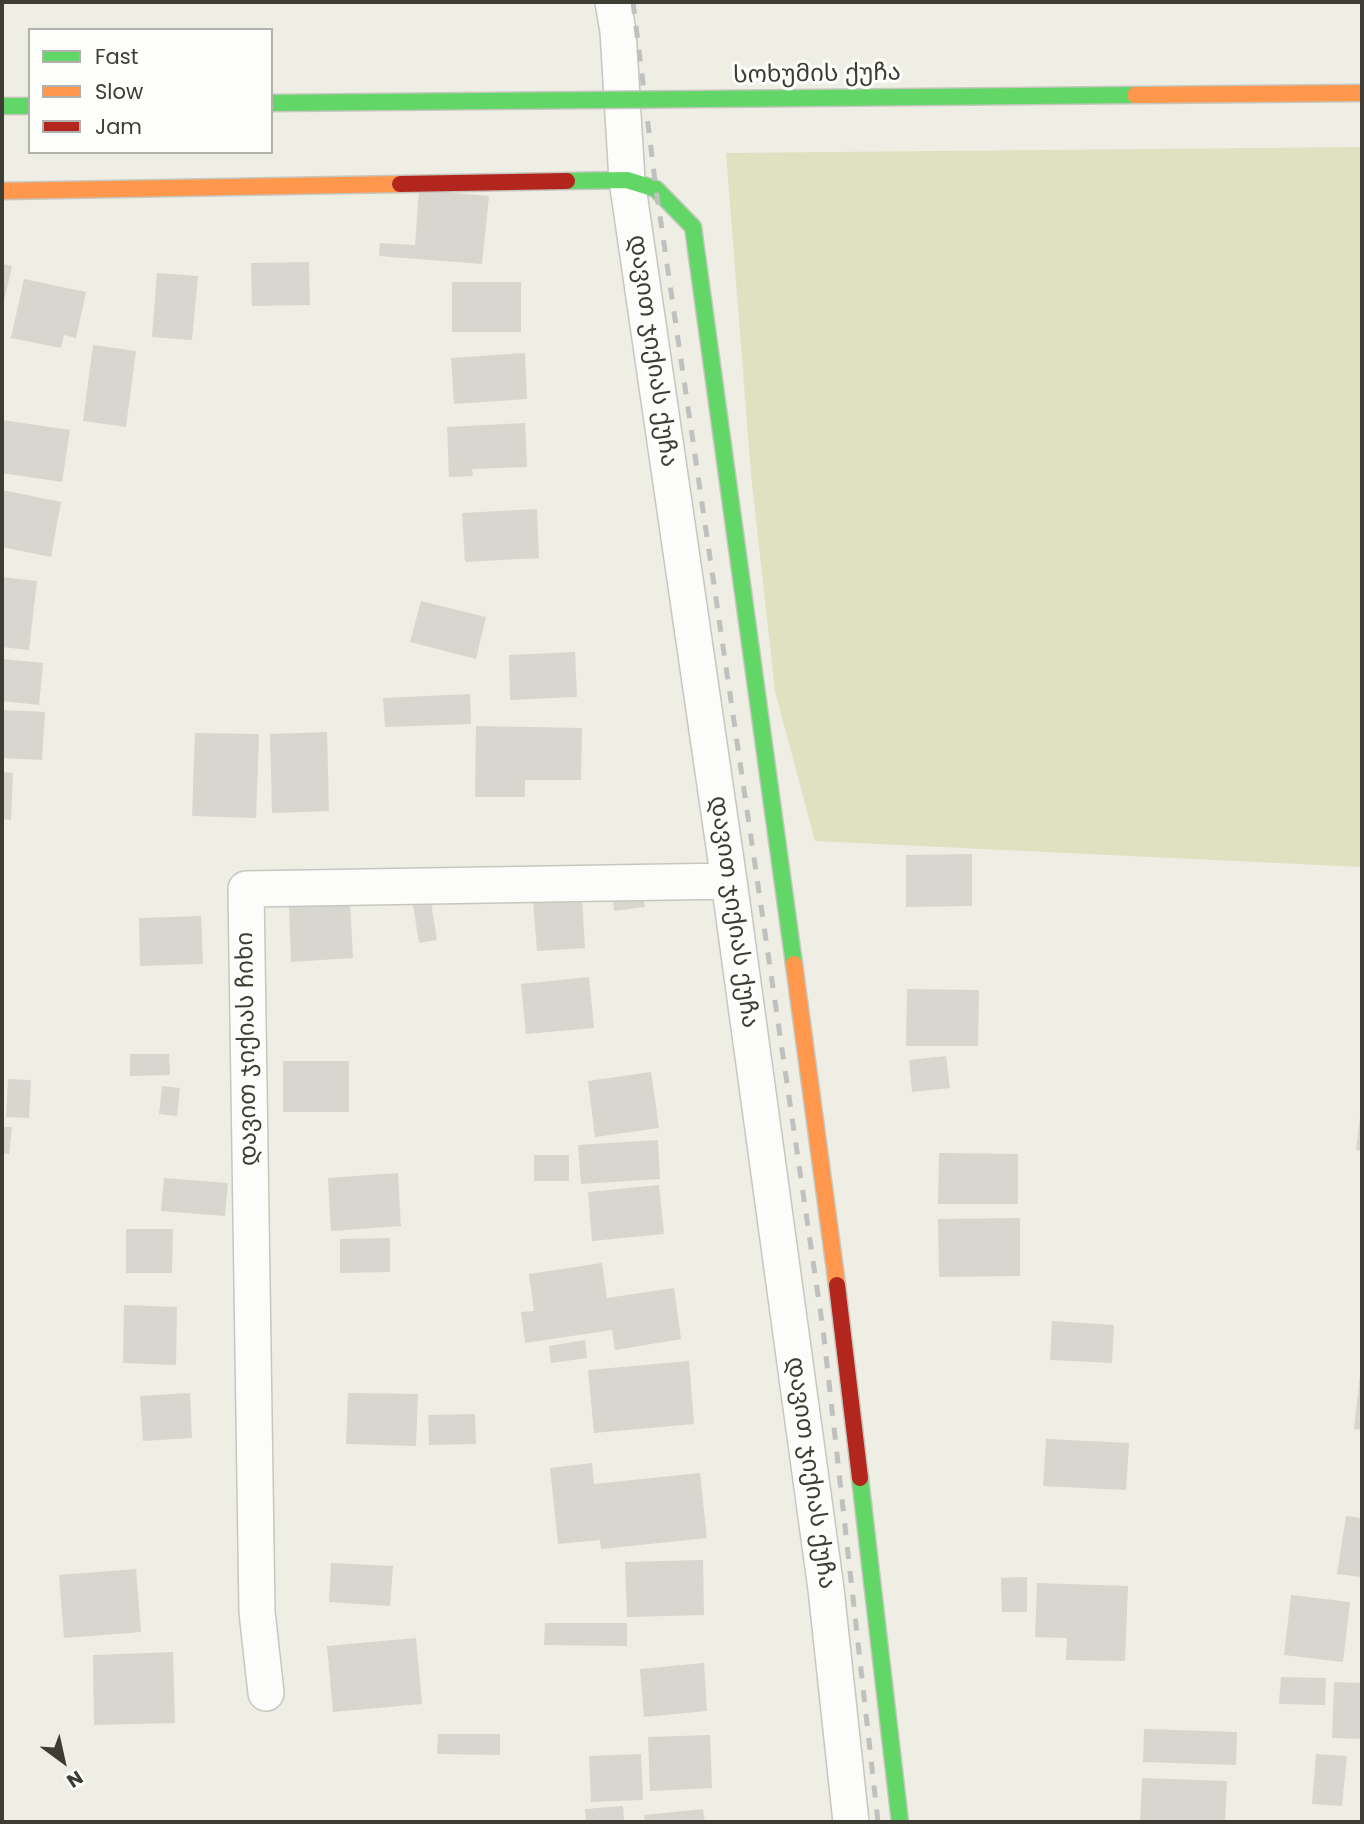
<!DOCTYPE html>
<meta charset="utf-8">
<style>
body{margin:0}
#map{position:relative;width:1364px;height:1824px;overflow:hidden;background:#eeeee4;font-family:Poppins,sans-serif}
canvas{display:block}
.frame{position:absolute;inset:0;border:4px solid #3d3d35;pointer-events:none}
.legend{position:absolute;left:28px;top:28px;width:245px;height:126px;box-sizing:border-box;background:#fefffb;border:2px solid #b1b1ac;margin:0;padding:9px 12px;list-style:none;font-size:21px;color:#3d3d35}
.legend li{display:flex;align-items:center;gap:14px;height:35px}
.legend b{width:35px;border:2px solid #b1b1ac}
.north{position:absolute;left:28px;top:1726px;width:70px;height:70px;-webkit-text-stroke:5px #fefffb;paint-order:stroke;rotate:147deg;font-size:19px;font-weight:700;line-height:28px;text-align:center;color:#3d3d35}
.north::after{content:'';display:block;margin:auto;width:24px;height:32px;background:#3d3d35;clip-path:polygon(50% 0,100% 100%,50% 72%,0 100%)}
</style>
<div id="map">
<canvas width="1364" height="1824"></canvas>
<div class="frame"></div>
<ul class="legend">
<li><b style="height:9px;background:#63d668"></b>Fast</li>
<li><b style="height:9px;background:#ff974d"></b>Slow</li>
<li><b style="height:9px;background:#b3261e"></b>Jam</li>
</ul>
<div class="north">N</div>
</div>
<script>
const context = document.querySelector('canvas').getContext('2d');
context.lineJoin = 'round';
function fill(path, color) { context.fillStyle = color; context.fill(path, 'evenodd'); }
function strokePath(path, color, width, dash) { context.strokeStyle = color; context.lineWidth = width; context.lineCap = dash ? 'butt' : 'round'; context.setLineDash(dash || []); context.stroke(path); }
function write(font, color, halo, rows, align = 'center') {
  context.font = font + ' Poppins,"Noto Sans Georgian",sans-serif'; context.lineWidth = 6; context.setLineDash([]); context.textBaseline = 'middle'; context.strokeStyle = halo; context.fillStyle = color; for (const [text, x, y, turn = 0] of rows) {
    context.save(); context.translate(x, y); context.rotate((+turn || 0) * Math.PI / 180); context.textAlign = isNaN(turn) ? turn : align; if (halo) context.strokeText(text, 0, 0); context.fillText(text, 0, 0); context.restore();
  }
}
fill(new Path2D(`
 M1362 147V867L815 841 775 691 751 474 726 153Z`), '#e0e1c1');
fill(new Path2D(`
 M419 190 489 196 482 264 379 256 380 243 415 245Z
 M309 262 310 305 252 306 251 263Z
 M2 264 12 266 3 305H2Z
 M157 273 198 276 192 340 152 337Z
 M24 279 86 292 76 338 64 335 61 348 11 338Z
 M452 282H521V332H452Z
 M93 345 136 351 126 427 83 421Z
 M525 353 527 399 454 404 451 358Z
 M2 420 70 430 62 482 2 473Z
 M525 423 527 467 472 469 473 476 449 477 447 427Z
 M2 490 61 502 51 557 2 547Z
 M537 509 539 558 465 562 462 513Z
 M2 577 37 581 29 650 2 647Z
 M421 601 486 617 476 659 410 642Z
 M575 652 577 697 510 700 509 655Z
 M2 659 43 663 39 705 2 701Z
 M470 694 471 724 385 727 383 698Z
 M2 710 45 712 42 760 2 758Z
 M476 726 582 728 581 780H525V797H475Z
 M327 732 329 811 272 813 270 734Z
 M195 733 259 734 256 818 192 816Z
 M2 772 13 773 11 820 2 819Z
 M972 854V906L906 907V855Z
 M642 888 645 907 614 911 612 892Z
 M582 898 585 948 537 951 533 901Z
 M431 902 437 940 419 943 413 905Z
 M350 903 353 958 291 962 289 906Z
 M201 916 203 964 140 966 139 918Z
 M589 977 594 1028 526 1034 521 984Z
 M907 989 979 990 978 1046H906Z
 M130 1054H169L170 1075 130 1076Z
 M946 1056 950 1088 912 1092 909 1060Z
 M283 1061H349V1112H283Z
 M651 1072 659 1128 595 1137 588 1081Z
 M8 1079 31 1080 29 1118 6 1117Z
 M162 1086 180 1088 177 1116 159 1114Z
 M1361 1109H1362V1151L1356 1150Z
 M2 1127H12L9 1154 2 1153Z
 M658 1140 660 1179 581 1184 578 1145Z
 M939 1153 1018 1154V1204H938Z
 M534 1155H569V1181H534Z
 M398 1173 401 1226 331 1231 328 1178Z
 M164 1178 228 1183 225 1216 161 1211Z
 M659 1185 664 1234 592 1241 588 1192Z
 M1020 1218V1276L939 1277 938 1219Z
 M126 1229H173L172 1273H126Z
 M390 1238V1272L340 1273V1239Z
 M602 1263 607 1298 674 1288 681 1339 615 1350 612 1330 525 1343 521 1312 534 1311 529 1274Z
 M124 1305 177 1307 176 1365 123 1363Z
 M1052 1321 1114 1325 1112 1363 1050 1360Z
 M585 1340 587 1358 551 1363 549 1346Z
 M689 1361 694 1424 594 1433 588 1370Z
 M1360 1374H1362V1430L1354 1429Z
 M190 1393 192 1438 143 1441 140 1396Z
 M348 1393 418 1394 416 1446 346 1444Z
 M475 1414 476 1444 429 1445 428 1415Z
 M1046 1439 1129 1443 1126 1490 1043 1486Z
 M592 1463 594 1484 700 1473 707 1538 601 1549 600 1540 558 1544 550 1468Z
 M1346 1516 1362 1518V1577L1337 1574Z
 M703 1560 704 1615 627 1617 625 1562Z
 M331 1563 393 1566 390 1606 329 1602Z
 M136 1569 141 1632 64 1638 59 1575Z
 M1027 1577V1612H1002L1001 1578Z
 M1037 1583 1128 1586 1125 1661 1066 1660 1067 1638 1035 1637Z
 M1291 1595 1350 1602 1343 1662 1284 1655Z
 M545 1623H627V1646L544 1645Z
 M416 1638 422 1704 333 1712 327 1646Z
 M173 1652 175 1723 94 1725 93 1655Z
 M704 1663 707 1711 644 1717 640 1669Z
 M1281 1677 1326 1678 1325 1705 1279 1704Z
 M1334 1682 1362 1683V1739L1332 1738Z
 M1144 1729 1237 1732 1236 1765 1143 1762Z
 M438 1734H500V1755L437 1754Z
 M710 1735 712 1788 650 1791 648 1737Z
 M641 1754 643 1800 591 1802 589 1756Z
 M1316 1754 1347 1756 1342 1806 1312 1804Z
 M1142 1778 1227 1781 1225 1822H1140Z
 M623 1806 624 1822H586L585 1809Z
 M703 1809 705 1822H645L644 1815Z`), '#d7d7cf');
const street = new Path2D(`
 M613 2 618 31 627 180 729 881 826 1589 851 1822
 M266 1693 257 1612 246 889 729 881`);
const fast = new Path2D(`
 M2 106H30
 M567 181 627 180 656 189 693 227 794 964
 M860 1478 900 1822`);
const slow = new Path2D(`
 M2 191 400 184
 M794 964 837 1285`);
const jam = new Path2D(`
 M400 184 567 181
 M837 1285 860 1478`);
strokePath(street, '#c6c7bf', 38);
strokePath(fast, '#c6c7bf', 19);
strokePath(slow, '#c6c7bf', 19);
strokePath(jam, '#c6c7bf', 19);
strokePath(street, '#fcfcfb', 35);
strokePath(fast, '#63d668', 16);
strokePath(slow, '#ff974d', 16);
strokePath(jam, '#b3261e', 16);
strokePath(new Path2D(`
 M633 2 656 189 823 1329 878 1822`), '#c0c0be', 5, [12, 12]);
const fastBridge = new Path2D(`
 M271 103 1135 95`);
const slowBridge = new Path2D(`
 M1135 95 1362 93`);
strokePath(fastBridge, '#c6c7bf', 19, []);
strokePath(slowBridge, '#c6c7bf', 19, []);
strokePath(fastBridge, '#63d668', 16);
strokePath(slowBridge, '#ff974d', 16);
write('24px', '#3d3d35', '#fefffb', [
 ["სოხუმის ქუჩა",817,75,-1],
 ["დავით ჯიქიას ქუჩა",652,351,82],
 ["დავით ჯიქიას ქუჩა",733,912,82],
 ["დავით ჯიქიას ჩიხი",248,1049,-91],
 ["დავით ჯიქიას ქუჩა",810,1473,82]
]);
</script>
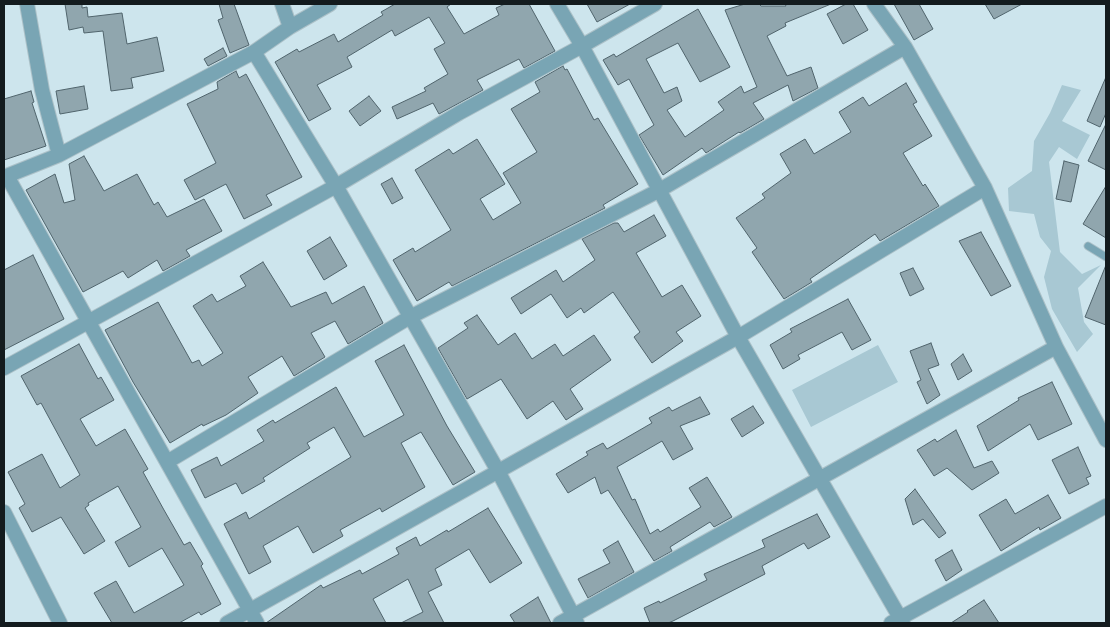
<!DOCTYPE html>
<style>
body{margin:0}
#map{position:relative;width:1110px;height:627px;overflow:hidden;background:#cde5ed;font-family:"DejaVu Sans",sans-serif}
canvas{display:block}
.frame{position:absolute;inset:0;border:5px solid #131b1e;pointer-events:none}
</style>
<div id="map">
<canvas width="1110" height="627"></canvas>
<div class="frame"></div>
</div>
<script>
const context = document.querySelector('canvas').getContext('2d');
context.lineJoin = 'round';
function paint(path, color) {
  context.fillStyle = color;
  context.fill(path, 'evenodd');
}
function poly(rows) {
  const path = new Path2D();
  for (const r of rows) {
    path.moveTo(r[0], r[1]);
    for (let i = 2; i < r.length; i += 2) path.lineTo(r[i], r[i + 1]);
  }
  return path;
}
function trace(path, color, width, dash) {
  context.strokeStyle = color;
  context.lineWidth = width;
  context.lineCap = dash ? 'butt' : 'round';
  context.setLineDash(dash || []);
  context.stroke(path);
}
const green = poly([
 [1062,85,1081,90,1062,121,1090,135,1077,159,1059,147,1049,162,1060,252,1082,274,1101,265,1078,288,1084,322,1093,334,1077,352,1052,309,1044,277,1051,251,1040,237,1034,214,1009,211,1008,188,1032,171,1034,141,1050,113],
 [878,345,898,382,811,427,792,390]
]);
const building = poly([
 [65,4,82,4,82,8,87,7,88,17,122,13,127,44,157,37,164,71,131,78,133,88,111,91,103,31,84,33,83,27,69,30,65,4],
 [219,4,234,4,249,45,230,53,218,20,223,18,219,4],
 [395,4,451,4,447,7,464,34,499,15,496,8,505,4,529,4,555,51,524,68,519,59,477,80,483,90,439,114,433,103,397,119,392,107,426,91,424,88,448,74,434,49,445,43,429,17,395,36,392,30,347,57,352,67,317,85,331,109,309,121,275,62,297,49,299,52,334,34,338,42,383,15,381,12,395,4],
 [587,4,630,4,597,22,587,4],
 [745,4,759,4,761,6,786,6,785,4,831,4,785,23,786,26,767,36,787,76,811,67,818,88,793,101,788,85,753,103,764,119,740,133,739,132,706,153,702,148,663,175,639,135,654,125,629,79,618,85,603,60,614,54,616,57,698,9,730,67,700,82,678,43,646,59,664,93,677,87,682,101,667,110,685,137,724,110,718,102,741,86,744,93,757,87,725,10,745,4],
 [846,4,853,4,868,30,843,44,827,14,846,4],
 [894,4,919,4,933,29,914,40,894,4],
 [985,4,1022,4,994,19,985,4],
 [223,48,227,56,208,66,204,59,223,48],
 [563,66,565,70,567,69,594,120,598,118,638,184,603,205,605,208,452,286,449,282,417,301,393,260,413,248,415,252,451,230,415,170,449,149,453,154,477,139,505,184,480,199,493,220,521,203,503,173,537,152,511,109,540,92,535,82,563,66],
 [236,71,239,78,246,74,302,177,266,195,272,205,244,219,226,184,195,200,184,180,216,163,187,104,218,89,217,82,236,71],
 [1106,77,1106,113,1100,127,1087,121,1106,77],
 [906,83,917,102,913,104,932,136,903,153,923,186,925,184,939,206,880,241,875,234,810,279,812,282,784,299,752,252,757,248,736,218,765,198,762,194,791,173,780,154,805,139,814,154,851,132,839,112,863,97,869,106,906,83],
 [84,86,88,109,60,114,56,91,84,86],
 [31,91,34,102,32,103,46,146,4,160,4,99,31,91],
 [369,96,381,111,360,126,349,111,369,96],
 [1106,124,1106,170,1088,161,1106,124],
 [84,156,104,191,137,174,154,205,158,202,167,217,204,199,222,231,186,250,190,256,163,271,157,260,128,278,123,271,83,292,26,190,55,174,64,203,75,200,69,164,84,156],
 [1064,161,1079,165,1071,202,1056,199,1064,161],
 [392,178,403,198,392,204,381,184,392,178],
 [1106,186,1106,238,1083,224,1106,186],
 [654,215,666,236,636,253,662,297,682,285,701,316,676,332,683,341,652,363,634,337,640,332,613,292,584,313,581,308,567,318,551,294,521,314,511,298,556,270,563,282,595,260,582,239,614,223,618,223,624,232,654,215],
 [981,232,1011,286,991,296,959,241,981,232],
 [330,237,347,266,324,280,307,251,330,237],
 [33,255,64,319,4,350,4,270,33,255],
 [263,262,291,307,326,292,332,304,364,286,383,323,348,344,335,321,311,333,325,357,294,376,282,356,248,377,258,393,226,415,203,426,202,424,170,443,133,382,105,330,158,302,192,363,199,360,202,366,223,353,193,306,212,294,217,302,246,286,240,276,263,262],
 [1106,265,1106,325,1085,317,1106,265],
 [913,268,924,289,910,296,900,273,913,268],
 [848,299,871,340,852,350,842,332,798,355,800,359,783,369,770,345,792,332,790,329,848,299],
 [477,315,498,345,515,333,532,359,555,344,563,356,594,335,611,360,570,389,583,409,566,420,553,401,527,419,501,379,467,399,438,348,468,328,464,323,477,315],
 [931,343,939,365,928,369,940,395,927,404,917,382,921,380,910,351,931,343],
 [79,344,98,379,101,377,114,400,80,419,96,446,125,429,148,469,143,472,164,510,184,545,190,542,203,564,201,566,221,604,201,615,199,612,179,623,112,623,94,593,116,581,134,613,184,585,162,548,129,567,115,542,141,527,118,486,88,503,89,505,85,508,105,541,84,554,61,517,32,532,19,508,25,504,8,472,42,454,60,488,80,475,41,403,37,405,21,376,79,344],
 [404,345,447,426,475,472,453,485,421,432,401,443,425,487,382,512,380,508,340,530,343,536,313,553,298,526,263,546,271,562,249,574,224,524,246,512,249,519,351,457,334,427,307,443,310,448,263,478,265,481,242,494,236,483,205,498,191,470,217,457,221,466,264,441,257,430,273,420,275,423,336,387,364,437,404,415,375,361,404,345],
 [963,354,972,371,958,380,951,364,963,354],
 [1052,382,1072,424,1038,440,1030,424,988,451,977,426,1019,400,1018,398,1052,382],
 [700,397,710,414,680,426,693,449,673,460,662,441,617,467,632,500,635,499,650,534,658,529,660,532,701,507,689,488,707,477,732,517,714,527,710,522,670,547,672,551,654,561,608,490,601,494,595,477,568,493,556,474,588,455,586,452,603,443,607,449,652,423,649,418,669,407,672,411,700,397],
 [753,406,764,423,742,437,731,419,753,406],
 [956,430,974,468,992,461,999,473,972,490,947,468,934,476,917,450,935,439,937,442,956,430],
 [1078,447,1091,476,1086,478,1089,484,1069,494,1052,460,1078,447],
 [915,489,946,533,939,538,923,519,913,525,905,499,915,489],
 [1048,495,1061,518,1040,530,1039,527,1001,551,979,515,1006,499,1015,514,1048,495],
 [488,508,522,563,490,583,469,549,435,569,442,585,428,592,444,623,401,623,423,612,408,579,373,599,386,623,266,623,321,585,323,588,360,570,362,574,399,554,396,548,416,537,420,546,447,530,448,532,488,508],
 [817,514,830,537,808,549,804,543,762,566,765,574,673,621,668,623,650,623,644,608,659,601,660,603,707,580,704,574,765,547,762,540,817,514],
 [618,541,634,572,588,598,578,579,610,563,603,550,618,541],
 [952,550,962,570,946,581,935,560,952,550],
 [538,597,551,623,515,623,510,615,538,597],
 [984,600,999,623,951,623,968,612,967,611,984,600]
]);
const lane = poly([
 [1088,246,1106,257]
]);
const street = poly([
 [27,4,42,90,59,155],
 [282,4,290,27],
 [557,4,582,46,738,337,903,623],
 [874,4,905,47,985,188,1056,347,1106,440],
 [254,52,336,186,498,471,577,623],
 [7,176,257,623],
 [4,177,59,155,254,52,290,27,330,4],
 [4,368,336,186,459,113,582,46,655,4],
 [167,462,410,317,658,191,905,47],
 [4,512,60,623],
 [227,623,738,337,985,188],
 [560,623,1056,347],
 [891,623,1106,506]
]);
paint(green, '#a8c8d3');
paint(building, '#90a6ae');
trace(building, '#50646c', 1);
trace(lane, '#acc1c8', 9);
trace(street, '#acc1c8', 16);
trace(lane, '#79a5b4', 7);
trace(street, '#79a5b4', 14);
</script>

▶ _TASK DETAILS_
All that should be written out is the stretch of lines above between the one holding "M2 577 37 581 29 650 2 647Z" and the one holding "M641 1754 643 1800 591 1802 589 1756Z", inclusive, exactly as given.

▶ _SOLVED PROBLEM_
 M2 577 37 581 29 650 2 647Z
 M421 601 486 617 476 659 410 642Z
 M575 652 577 697 510 700 509 655Z
 M2 659 43 663 39 705 2 701Z
 M470 694 471 724 385 727 383 698Z
 M2 710 45 712 42 760 2 758Z
 M476 726 582 728 581 780H525V797H475Z
 M327 732 329 811 272 813 270 734Z
 M195 733 259 734 256 818 192 816Z
 M2 772 13 773 11 820 2 819Z
 M972 854V906L906 907V855Z
 M642 888 645 907 614 911 612 892Z
 M582 898 585 948 537 951 533 901Z
 M431 902 437 940 419 943 413 905Z
 M350 903 353 958 291 962 289 906Z
 M201 916 203 964 140 966 139 918Z
 M589 977 594 1028 526 1034 521 984Z
 M907 989 979 990 978 1046H906Z
 M130 1054H169L170 1075 130 1076Z
 M946 1056 950 1088 912 1092 909 1060Z
 M283 1061H349V1112H283Z
 M651 1072 659 1128 595 1137 588 1081Z
 M8 1079 31 1080 29 1118 6 1117Z
 M162 1086 180 1088 177 1116 159 1114Z
 M1361 1109H1362V1151L1356 1150Z
 M2 1127H12L9 1154 2 1153Z
 M658 1140 660 1179 581 1184 578 1145Z
 M939 1153 1018 1154V1204H938Z
 M534 1155H569V1181H534Z
 M398 1173 401 1226 331 1231 328 1178Z
 M164 1178 228 1183 225 1216 161 1211Z
 M659 1185 664 1234 592 1241 588 1192Z
 M1020 1218V1276L939 1277 938 1219Z
 M126 1229H173L172 1273H126Z
 M390 1238V1272L340 1273V1239Z
 M602 1263 607 1298 674 1288 681 1339 615 1350 612 1330 525 1343 521 1312 534 1311 529 1274Z
 M124 1305 177 1307 176 1365 123 1363Z
 M1052 1321 1114 1325 1112 1363 1050 1360Z
 M585 1340 587 1358 551 1363 549 1346Z
 M689 1361 694 1424 594 1433 588 1370Z
 M1360 1374H1362V1430L1354 1429Z
 M190 1393 192 1438 143 1441 140 1396Z
 M348 1393 418 1394 416 1446 346 1444Z
 M475 1414 476 1444 429 1445 428 1415Z
 M1046 1439 1129 1443 1126 1490 1043 1486Z
 M592 1463 594 1484 700 1473 707 1538 601 1549 600 1540 558 1544 550 1468Z
 M1346 1516 1362 1518V1577L1337 1574Z
 M703 1560 704 1615 627 1617 625 1562Z
 M331 1563 393 1566 390 1606 329 1602Z
 M136 1569 141 1632 64 1638 59 1575Z
 M1027 1577V1612H1002L1001 1578Z
 M1037 1583 1128 1586 1125 1661 1066 1660 1067 1638 1035 1637Z
 M1291 1595 1350 1602 1343 1662 1284 1655Z
 M545 1623H627V1646L544 1645Z
 M416 1638 422 1704 333 1712 327 1646Z
 M173 1652 175 1723 94 1725 93 1655Z
 M704 1663 707 1711 644 1717 640 1669Z
 M1281 1677 1326 1678 1325 1705 1279 1704Z
 M1334 1682 1362 1683V1739L1332 1738Z
 M1144 1729 1237 1732 1236 1765 1143 1762Z
 M438 1734H500V1755L437 1754Z
 M710 1735 712 1788 650 1791 648 1737Z
 M641 1754 643 1800 591 1802 589 1756Z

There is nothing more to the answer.